For military members, this principle takes on added significance. Non-taxable allowances like BAH and BAS effectively lower your taxable income, often placing you in a lower tax bracket than your total compensation would suggest. This makes the early years of a military career, when taxable income is relatively low, an especially valuable window for Roth conversions or Roth IRA contributions. Paying taxes at a lower rate now, rather than a potentially higher rate in retirement, is the core advantage the tax-equivalency principle illustrates.

Roth Conversion Same Taxes

Of course, most people do not stay in the same tax bracket forever, so let’s look at what happens when tax rates change over time.

How Rising Tax Rates Impact Roth Conversions

Using the previous example, let’s say Joe and Jane are wildly successful over the course of their careers.
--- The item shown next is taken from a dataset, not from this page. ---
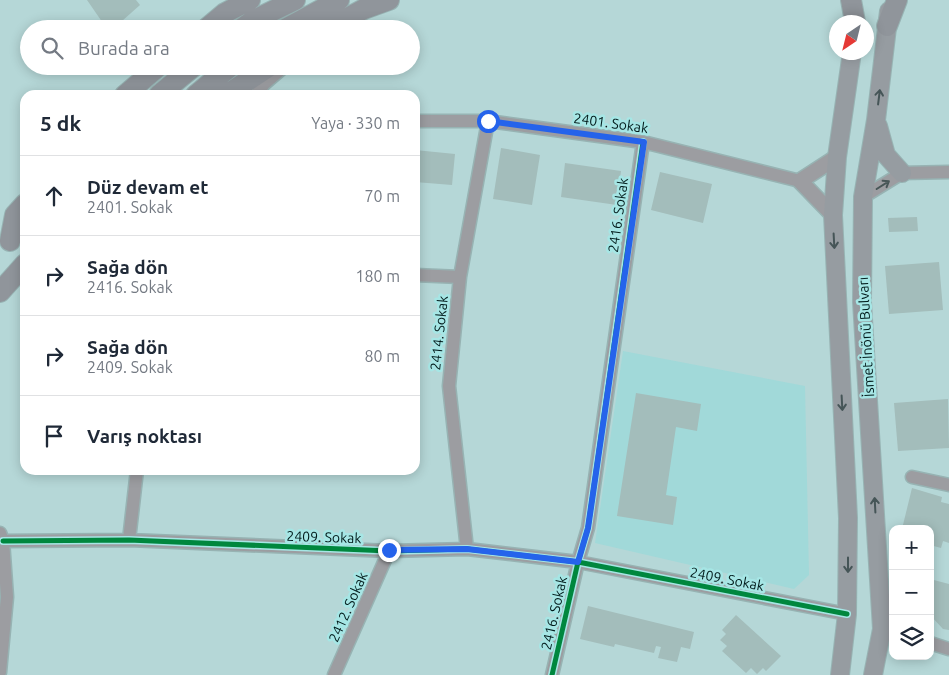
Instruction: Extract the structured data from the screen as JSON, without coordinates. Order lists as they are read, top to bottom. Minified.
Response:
{"streets":{"main road":["İsmet İnönü Bulvarı"],"street":["2401. Sokak","2416. Sokak","2414. Sokak","2409. Sokak","2412. Sokak"]},"crossings":[["2401. Sokak","2416. Sokak"],["2401. Sokak","2414. Sokak"],["2416. Sokak","2409. Sokak"],["2414. Sokak","2409. Sokak"],["İsmet İnönü Bulvarı","2409. Sokak"],["2409. Sokak","2412. Sokak"]],"north":"bottom left","page":{"search":"Burada ara","heading":["5 dk","Yaya · 330 m"],"list":[["Düz devam et","2401. Sokak","70 m"],["Sağa dön","2416. Sokak","180 m"],["Sağa dön","2409. Sokak","80 m"],"Varış noktası"],"map_buttons":["+","−"]}}
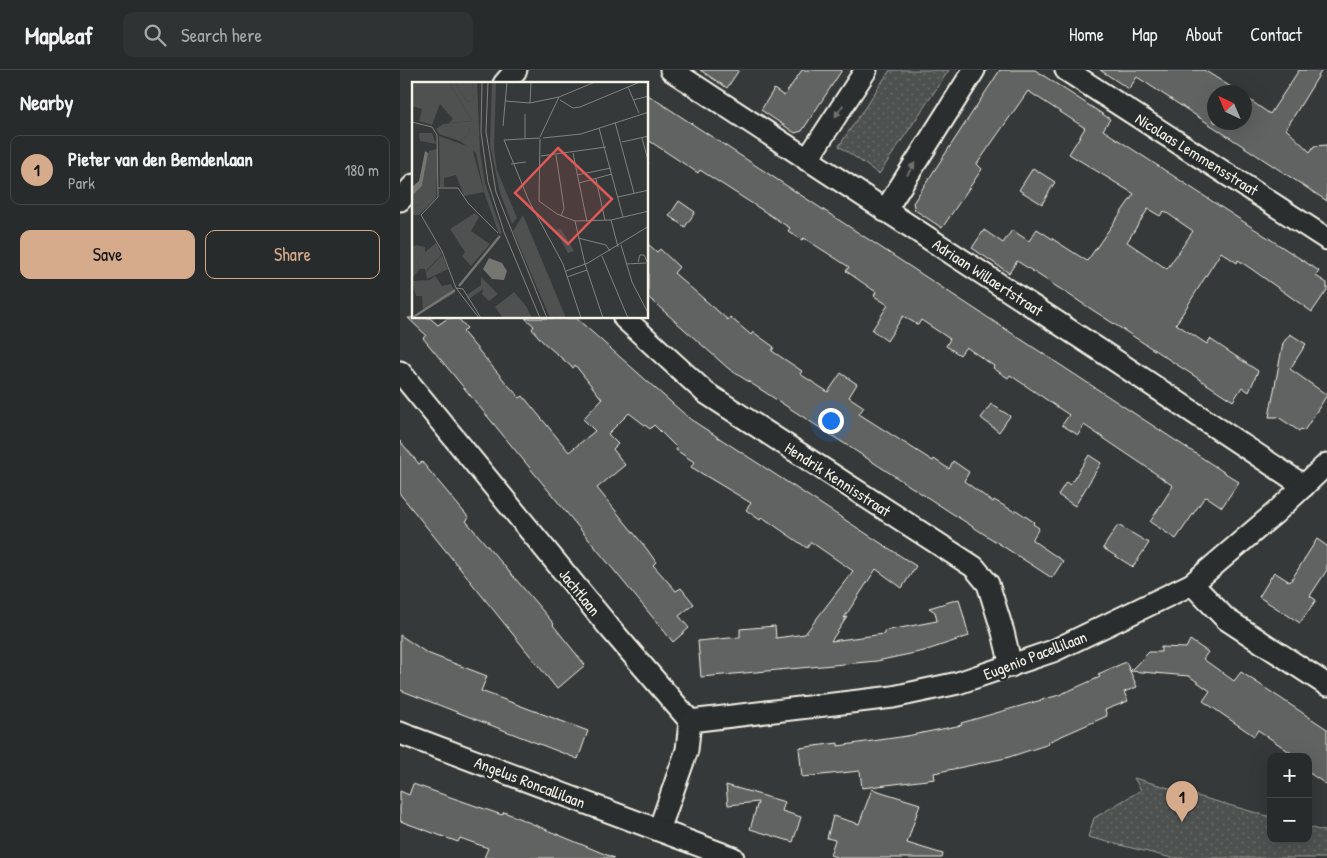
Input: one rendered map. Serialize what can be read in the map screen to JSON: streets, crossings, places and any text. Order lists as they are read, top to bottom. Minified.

Instead of staying in the 25% tax bracket, they eventually move up to the 35% bracket. How would this change their after-tax values?

Joe’s account value would stay the same-$17,478.59 since the change in tax bracket has no impact on his Roth account. However, Jane’s account would only be worth $15,148.11 after taxes. In this case, Joe paid taxes on his account at 25%, which allowed him to avoid paying taxes at 35% later on.

Roth Conversions Taxes Go Up

How Falling Tax Rates Impact Roth Conversions

Instead of moving into the 35% tax bracket, let’s assume Joe and Jane retire and move into the 15% tax bracket. How does their after-tax value change?

Joe’s account would still stay the same at $17,478.59. However, Jane’s after-tax account value is now $19,809.07. This makes sense because Jane only had to pay 15% on her account, whereas Joe paid 25% up front.

Roth Conversions Taxes Go Down

Key Takeaways: When to Make Roth Conversions

In both cases, the difference in account values reflects the impact of the change in the marginal tax rate on investment returns. The key point is that maximizing account values depends on making conversions at low tax rates and avoiding conversions at high tax rates.

Understanding when tax rates are likely to change over the course of your career is the key to maximizing the value of Roth conversions. For military members, this planning is especially important given the unique tax advantages of military service, including the impact of non-taxable allowances on your effective tax bracket.